“Confessions of a Straight Gay Square Dancer: Part II” By Doris Nixon reprinted from the October 1995 issue of Times Squared

Click here for the first part of Doris’ memoir of dancing with Times Squares.

On Valentine’s Day I found myself with a group of young men readying themselves to perform. The group had been practicing since Christmas. It was to be their premiere performance, a Valentine’s Day party. Our group was to be the star attraction.

Long ago the men knew we needed an act for the party, but they could never agree on just what it should be. They settled on a dance to a recording, and they asked me if I would help them. It was a great honor for a straight female.

Every club dance night the men and I would go upstairs in the school to a large hallway and practice.

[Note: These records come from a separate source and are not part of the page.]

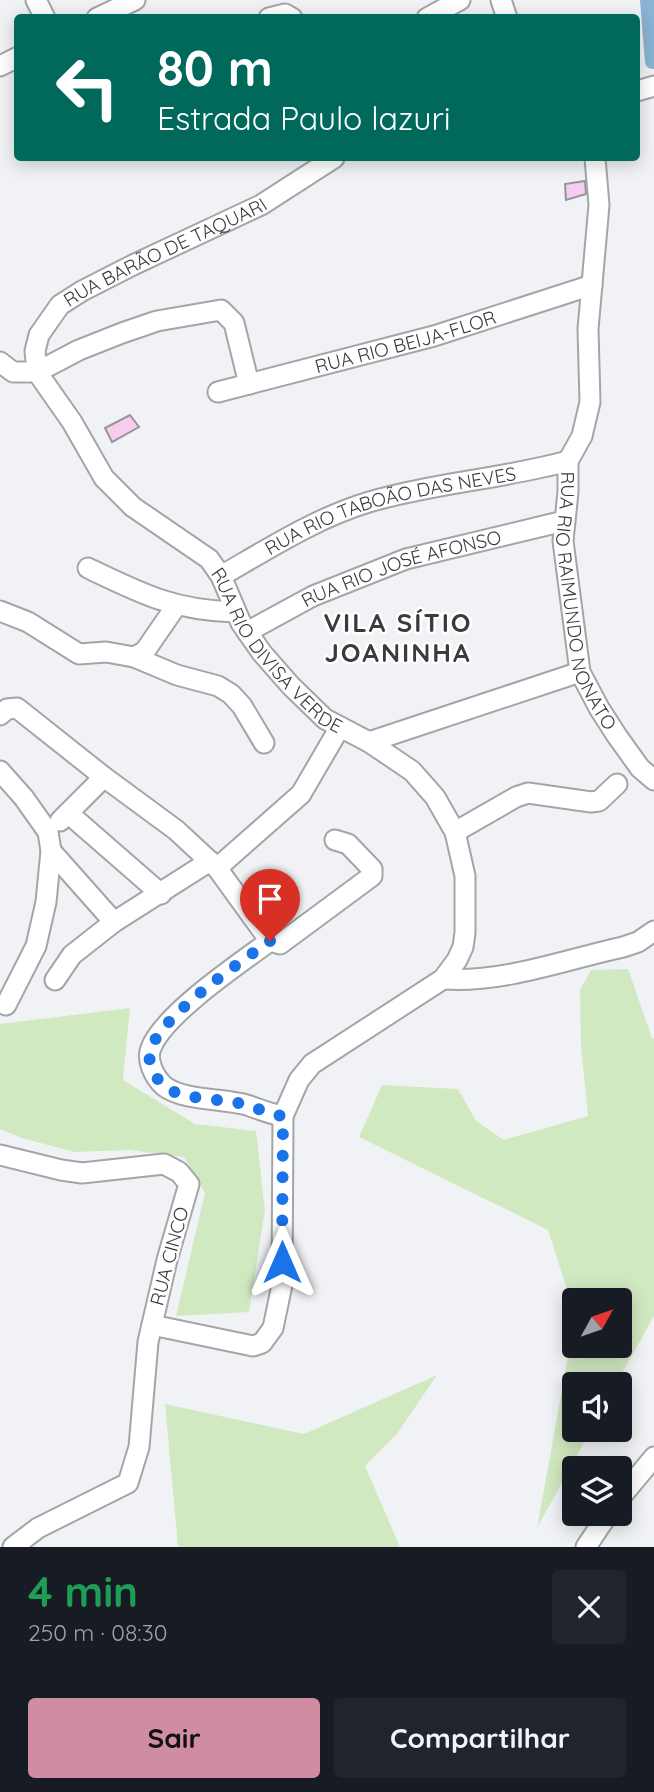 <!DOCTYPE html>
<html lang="pt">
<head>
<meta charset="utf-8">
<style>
	:root { --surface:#171b24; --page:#20242c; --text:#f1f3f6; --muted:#9ea1a6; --accent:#d08ca1 }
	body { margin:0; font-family:Quicksand,sans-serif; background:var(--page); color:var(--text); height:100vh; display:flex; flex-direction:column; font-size:26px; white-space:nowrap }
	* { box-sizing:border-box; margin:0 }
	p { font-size:23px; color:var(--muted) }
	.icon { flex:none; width:38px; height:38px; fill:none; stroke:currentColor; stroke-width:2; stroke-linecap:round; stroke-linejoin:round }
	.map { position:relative; height:1547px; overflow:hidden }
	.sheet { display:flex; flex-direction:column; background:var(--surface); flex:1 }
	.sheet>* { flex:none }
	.guide { position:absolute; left:14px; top:14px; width:626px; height:147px; border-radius:7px; box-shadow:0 4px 18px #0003; background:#00695c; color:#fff; overflow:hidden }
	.needle { width:46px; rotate:50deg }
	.fabs { position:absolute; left:562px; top:1288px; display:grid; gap:14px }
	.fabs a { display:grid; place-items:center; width:70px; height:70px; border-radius:7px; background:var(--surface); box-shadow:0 4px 18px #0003; font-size:35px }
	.pin { position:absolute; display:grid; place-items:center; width:60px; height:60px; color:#fff; margin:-72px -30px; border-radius:50% 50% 50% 0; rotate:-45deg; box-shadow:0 0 7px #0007 }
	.pin .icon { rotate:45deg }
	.me { position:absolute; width:77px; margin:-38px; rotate:0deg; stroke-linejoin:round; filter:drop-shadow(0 0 5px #0008) }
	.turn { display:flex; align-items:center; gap:24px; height:147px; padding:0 28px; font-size:32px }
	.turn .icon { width:91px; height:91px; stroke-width:2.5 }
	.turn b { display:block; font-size:49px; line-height:60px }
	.round { display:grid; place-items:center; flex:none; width:74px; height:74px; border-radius:7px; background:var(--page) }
	.overview { display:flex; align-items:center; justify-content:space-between; height:119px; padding:0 28px }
	h1 { font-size:42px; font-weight:700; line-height:52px; color:#1e9e55 }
	.cta { display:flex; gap:14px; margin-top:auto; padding:14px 28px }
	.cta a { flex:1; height:80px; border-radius:7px; background:var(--accent); color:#111; font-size:28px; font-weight:700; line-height:80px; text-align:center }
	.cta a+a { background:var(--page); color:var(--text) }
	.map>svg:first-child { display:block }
	.green { fill:#d1e9c1 }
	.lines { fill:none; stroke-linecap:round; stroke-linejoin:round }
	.canal { stroke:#88b3d3; stroke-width:14 }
	.building { fill:#f6ccf0; stroke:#979496; stroke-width:2 }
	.minor-casing { stroke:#a4a5a8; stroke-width:23 }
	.minor { stroke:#fff; stroke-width:19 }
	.route { stroke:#1a73e8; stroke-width:12; stroke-dasharray:0 21.6 }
	.labels { text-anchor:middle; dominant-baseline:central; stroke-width:5; stroke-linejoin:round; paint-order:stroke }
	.street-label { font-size:19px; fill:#3a3b3c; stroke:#fff }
	.district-label { font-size:26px; font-weight:bold; letter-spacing:2px; fill:#3a3b3c; stroke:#fff }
</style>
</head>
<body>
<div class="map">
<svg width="654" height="1547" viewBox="0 0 654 1547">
	<rect width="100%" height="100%" fill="#f1f2f5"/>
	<!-- green -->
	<path class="green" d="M628,969L652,1038L654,1039V1316L616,1384H574V1430H591L537,1528L574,1323V1346H620V1300H574V1311L548,1230L359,1137L382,1085L458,1089L476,1121L504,1140L588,1116L581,1046L580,990L591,970Z
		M130,1008L123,1080L195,1124L256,1131L265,1210L249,1312L176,1316L205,1193L184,1157L130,1150L74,1152L22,1138L0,1129V1024Z
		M437,1375L397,1434L365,1466L400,1547H178L165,1404L304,1434Z"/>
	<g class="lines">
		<!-- canal -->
		<path class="canal" d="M647,0L652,62"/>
	</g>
	<!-- building -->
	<path class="building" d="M585,181L586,194L566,200L565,184Z
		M130,415L139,427L112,442L105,428Z"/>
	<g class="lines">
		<!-- minor casing -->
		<g class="minor-casing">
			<g id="minor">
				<path d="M36,0L45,18"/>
				<path d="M501,0L507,18"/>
				<path d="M97,18L135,0"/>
				<path d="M269,18L285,14L292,18"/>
				<path d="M427,18L460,0"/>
				<path d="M0,66L18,57"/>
				<path d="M637,91L654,86"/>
				<path id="s1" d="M595,158L599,205L588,329L590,402L582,436L568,461V492L563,541L580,672L599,708L617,736L640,768L654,780"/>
				<path d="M0,362L13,372H37L79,350L122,333L157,321L221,310L234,323L249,384"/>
				<path id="s2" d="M37,372L72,422L104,478L133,507L209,559L221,576L241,623L262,653L291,686L325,719L369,742L412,771L435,797L455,832L465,876V933L463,947L457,960L443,979L312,1064L299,1080L283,1116L282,1285L273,1328L262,1343L253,1346L152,1325"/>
				<path id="s3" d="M37,372L35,351L39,335L60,305L82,291L133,265L261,205L334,158"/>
				<path id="s4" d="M218,392L434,336L592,285"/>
				<path d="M88,568C142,594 173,610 234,612"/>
				<path id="s5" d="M221,576C268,549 316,518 369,502C434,483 502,479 568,461"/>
				<path d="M0,611L28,622L79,654L106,652L134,657L145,651L176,606"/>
				<path id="s6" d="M247,632L313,596L406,559L564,521"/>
				<path d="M134,657L177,675L218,686L231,694L242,706L264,743"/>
				<path d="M0,715L7,709L17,708L104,777L176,830L217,868L270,941L280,944L372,876V869L348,844L335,840"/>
				<path d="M369,742L580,672"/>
				<path d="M0,771L24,798L48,832L51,851L46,902L36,946L6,1005"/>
				<path d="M68,813L161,894"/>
				<path d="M60,821L104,777"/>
				<path d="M455,832L516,797L528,793L591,802L599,801L617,784"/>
				<path d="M51,851L114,922"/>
				<path d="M217,868L301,794L340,727"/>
				<path d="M270,941C240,963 164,1014 151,1048C146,1060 154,1077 164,1086C183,1101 223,1098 247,1105C259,1109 269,1114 283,1116"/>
				<path d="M443,979C504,983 564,960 623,947L638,942L654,931"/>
				<path d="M55,980L72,955L114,922L210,861"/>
				<path d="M0,1155L61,1170L82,1173L164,1164L179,1172L189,1184L167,1260L148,1342L139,1447L128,1483L38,1528L13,1547"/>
				<path d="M620,1498L654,1457"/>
				<path d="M586,1547L608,1514"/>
			</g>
		</g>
		<!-- minor -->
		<use href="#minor" class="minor"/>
	</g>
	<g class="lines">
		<!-- route -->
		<path class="route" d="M270,941C239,963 164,1014 151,1048C146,1061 154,1077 164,1086C183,1101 223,1098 247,1105C259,1109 270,1114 283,1116L282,1262"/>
	</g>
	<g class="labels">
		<!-- street labels -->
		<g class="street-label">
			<text stroke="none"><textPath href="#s3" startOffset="192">RUA BARÃO DE TAQUARI</textPath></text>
			<text stroke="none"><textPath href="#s4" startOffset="194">RUA RIO BEIJA-FLOR</textPath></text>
			<text stroke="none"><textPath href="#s5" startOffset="184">RUA RIO TABOÃO DAS NEVES</textPath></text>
			<text stroke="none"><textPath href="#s6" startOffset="168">RUA RIO JOSÉ AFONSO</textPath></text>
			<text stroke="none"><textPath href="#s1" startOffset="452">RUA RIO RAIMUNDO NONATO</textPath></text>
			<text stroke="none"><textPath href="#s2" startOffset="374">RUA RIO DIVISA VERDE</textPath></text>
			<text transform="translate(169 1256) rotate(-75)">RUA CINCO</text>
		</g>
		<!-- district labels -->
		<g class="district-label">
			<text x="398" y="622">VILA SÍTIO<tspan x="398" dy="30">JOANINHA</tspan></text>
		</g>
	</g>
</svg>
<div class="fabs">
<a><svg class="needle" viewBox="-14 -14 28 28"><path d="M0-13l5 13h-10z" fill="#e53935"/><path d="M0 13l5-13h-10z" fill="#9ea1a6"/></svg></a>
<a><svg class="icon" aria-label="sound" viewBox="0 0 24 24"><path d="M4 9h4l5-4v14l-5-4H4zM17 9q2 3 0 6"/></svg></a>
<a><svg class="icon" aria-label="layers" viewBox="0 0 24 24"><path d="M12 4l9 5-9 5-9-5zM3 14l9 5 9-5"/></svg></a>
</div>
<div class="pin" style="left:270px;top:941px;background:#d93025"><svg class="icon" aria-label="arrive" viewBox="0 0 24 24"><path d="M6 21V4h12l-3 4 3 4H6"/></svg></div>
<svg class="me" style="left:282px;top:1262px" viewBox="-20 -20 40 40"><path d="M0-17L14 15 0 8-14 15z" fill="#1a73e8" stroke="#fff" stroke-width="4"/></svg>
<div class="guide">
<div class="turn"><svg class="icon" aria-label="left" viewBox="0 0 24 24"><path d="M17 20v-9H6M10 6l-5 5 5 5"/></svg><div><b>80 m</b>Estrada Paulo lazuri</div></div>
</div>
</div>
<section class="sheet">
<div class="overview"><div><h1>4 min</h1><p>250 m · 08:30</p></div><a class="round"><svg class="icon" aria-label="close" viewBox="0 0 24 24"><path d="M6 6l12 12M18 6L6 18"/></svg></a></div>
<div class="cta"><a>Sair</a><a>Compartilhar</a></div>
</section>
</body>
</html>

A really imaginative session with the men resulted. Some of the men danced and some of them directed. The men changed lines and cues to the demands of everyone during the constant reception. I behaved myself (which was hard among all those handsome young men) and did what I was told. In the end it turned out to be a pretty good performance. In fact, it was a show-stopper. Nothing else would have sufficed.

The performance was held at the Lesbian and Gay Community Center. The Center, as it was lovingly called, was an old New York City School that the gay community had renovated.

In addition to rehearsing for the performance, the men all had to scavenge for the costumes and props. My assignment was to get myself a black leather jacket. Carl, a dancer who lived near me, said he would loan me his. Mark, one of the best artists ever, painted a picture on a piece of cloth of a skull and crossbones crowned by a bat above, on which he printed “Bats from Hell”. Below the skull and crossbones, he printed “NYC CYCLE CLUB”. This picture was fastened to the back of the jacket. The appearance was so real that Carl, the owner of the jacket, almost fainted. Mark located a little black hat for me to wear. There were chains across the back of the hat to match the chains draped over my shoulders and in my hands. I could have been one of the Hell’s Angels for all anyone knew!

The club had rented a room at the Center, just off the dance hall, where the actors were to change their clothes. The men had not worn their costumes to the hall, finding it a little too hard to wear dresses around town … even in as liberal a city as New York

The men’s costumes were fantastic. They had wigs, most of them blond. They also had pantyhose, some of them very fancy like the ones you see in the Frederick’s catalogue, and high heeled shoes. A couple of them had on decollate dresses and Frederick’s of Hollywood underwear, garter belts – the whole works. The men were all dressed like “Women of the Night,” complementing my motorcycle gang member attire. I looked more like a Gray Panther than the biker I had tried to emulate.

The dance hall was decorated to the hilt. Mark and Paul had hung red and white streamers from corner to corner and side to side in the hall. There were Cupids shooting arrows all over the place. In another room, off the rear of the dance hall, there were refreshments.

The cast danced in a circle. The first time I came around the circle they all clapped. There were over on hundred men there. The second time I came around, the men were all on their feet screaming. It was the one and only time in my life that I received a standing ovation.